#### THE PROBLEM
The full listing below should be printed word for word.

#### THE RECORDS
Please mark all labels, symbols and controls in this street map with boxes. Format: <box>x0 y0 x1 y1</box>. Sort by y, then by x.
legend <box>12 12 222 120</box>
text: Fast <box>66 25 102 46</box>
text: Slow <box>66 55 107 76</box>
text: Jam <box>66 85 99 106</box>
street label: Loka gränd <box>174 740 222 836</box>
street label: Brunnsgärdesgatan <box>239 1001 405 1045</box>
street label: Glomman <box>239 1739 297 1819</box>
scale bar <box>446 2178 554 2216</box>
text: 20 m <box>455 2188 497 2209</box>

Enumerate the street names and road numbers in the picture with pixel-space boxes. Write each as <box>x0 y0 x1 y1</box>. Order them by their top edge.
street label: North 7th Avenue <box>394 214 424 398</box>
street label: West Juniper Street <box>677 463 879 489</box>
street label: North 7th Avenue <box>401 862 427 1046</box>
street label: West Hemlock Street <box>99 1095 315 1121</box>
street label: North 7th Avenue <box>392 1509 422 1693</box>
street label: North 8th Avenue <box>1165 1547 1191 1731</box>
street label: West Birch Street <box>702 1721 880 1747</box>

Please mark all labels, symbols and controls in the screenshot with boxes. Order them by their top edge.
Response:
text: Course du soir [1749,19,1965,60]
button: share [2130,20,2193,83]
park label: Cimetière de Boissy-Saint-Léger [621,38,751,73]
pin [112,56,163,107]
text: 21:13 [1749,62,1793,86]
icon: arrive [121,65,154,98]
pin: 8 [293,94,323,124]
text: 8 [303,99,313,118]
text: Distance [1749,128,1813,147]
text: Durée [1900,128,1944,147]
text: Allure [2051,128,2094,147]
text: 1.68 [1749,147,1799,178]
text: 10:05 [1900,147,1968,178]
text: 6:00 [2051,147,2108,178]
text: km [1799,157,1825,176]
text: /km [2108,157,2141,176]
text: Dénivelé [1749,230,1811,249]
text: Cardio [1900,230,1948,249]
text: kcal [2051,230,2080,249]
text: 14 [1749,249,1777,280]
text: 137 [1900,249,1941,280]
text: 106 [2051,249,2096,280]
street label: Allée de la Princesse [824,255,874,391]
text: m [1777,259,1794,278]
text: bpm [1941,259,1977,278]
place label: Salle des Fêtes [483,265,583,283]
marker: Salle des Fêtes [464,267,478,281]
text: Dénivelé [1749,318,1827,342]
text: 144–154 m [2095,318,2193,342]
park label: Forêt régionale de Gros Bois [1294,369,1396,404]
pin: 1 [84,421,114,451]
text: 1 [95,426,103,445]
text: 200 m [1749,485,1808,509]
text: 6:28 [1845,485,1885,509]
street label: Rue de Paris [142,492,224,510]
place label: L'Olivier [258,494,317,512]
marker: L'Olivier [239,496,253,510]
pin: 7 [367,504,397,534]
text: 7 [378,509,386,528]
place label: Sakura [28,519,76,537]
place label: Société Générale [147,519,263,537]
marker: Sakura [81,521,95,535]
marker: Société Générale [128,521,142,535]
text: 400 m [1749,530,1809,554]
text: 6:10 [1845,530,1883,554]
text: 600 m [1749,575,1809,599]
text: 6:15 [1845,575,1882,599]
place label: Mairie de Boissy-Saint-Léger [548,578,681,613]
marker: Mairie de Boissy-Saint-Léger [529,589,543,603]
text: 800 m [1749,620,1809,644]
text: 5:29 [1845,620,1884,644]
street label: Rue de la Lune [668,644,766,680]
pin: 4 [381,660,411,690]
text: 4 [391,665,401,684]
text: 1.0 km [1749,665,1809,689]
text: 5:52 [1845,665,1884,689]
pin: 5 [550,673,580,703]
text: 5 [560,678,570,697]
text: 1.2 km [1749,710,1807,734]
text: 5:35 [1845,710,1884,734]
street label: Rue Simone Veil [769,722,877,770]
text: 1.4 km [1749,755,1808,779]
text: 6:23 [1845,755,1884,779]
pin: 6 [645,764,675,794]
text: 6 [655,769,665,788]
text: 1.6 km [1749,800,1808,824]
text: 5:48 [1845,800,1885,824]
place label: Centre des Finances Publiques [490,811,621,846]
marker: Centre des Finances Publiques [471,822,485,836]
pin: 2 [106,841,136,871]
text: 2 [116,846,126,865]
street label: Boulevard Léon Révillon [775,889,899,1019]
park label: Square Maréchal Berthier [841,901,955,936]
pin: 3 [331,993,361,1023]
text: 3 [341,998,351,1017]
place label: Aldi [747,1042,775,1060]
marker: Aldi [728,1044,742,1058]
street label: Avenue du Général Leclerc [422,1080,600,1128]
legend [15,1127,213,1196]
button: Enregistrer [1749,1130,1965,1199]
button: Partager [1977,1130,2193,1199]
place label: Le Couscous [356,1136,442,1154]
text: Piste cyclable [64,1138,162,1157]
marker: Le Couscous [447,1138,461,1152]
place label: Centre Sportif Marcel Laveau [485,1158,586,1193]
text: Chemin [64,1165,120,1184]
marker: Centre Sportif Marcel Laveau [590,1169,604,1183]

#### EXERCISE RESPONSE
Please mark all labels, symbols and controls in this street map with boxes. Format: <box>x0 y0 x1 y1</box>. Sort by y, then by x.
legend <box>12 12 222 120</box>
text: Fast <box>66 25 102 46</box>
text: Slow <box>66 55 107 76</box>
text: Jam <box>66 85 99 106</box>
street label: Loka gränd <box>174 740 222 836</box>
street label: Brunnsgärdesgatan <box>239 1001 405 1045</box>
street label: Glomman <box>239 1739 297 1819</box>
scale bar <box>446 2178 554 2216</box>
text: 20 m <box>455 2188 497 2209</box>

Enumerate the street names and road numbers in the picture with pixel-space boxes. Write each as <box>x0 y0 x1 y1</box>. Order them by their top edge.
street label: North 7th Avenue <box>394 214 424 398</box>
street label: West Juniper Street <box>677 463 879 489</box>
street label: North 7th Avenue <box>401 862 427 1046</box>
street label: West Hemlock Street <box>99 1095 315 1121</box>
street label: North 7th Avenue <box>392 1509 422 1693</box>
street label: North 8th Avenue <box>1165 1547 1191 1731</box>
street label: West Birch Street <box>702 1721 880 1747</box>

Please mark all labels, symbols and controls in the screenshot with boxes. Order them by their top edge.
Response:
text: Course du soir [1749,19,1965,60]
button: share [2130,20,2193,83]
park label: Cimetière de Boissy-Saint-Léger [621,38,751,73]
pin [112,56,163,107]
text: 21:13 [1749,62,1793,86]
icon: arrive [121,65,154,98]
pin: 8 [293,94,323,124]
text: 8 [303,99,313,118]
text: Distance [1749,128,1813,147]
text: Durée [1900,128,1944,147]
text: Allure [2051,128,2094,147]
text: 1.68 [1749,147,1799,178]
text: 10:05 [1900,147,1968,178]
text: 6:00 [2051,147,2108,178]
text: km [1799,157,1825,176]
text: /km [2108,157,2141,176]
text: Dénivelé [1749,230,1811,249]
text: Cardio [1900,230,1948,249]
text: kcal [2051,230,2080,249]
text: 14 [1749,249,1777,280]
text: 137 [1900,249,1941,280]
text: 106 [2051,249,2096,280]
street label: Allée de la Princesse [824,255,874,391]
text: m [1777,259,1794,278]
text: bpm [1941,259,1977,278]
place label: Salle des Fêtes [483,265,583,283]
marker: Salle des Fêtes [464,267,478,281]
text: Dénivelé [1749,318,1827,342]
text: 144–154 m [2095,318,2193,342]
park label: Forêt régionale de Gros Bois [1294,369,1396,404]
pin: 1 [84,421,114,451]
text: 1 [95,426,103,445]
text: 200 m [1749,485,1808,509]
text: 6:28 [1845,485,1885,509]
street label: Rue de Paris [142,492,224,510]
place label: L'Olivier [258,494,317,512]
marker: L'Olivier [239,496,253,510]
pin: 7 [367,504,397,534]
text: 7 [378,509,386,528]
place label: Sakura [28,519,76,537]
place label: Société Générale [147,519,263,537]
marker: Sakura [81,521,95,535]
marker: Société Générale [128,521,142,535]
text: 400 m [1749,530,1809,554]
text: 6:10 [1845,530,1883,554]
text: 600 m [1749,575,1809,599]
text: 6:15 [1845,575,1882,599]
place label: Mairie de Boissy-Saint-Léger [548,578,681,613]
marker: Mairie de Boissy-Saint-Léger [529,589,543,603]
text: 800 m [1749,620,1809,644]
text: 5:29 [1845,620,1884,644]
street label: Rue de la Lune [668,644,766,680]
pin: 4 [381,660,411,690]
text: 4 [391,665,401,684]
text: 1.0 km [1749,665,1809,689]
text: 5:52 [1845,665,1884,689]
pin: 5 [550,673,580,703]
text: 5 [560,678,570,697]
text: 1.2 km [1749,710,1807,734]
text: 5:35 [1845,710,1884,734]
street label: Rue Simone Veil [769,722,877,770]
text: 1.4 km [1749,755,1808,779]
text: 6:23 [1845,755,1884,779]
pin: 6 [645,764,675,794]
text: 6 [655,769,665,788]
text: 1.6 km [1749,800,1808,824]
text: 5:48 [1845,800,1885,824]
place label: Centre des Finances Publiques [490,811,621,846]
marker: Centre des Finances Publiques [471,822,485,836]
pin: 2 [106,841,136,871]
text: 2 [116,846,126,865]
street label: Boulevard Léon Révillon [775,889,899,1019]
park label: Square Maréchal Berthier [841,901,955,936]
pin: 3 [331,993,361,1023]
text: 3 [341,998,351,1017]
place label: Aldi [747,1042,775,1060]
marker: Aldi [728,1044,742,1058]
street label: Avenue du Général Leclerc [422,1080,600,1128]
legend [15,1127,213,1196]
button: Enregistrer [1749,1130,1965,1199]
button: Partager [1977,1130,2193,1199]
place label: Le Couscous [356,1136,442,1154]
text: Piste cyclable [64,1138,162,1157]
marker: Le Couscous [447,1138,461,1152]
place label: Centre Sportif Marcel Laveau [485,1158,586,1193]
text: Chemin [64,1165,120,1184]
marker: Centre Sportif Marcel Laveau [590,1169,604,1183]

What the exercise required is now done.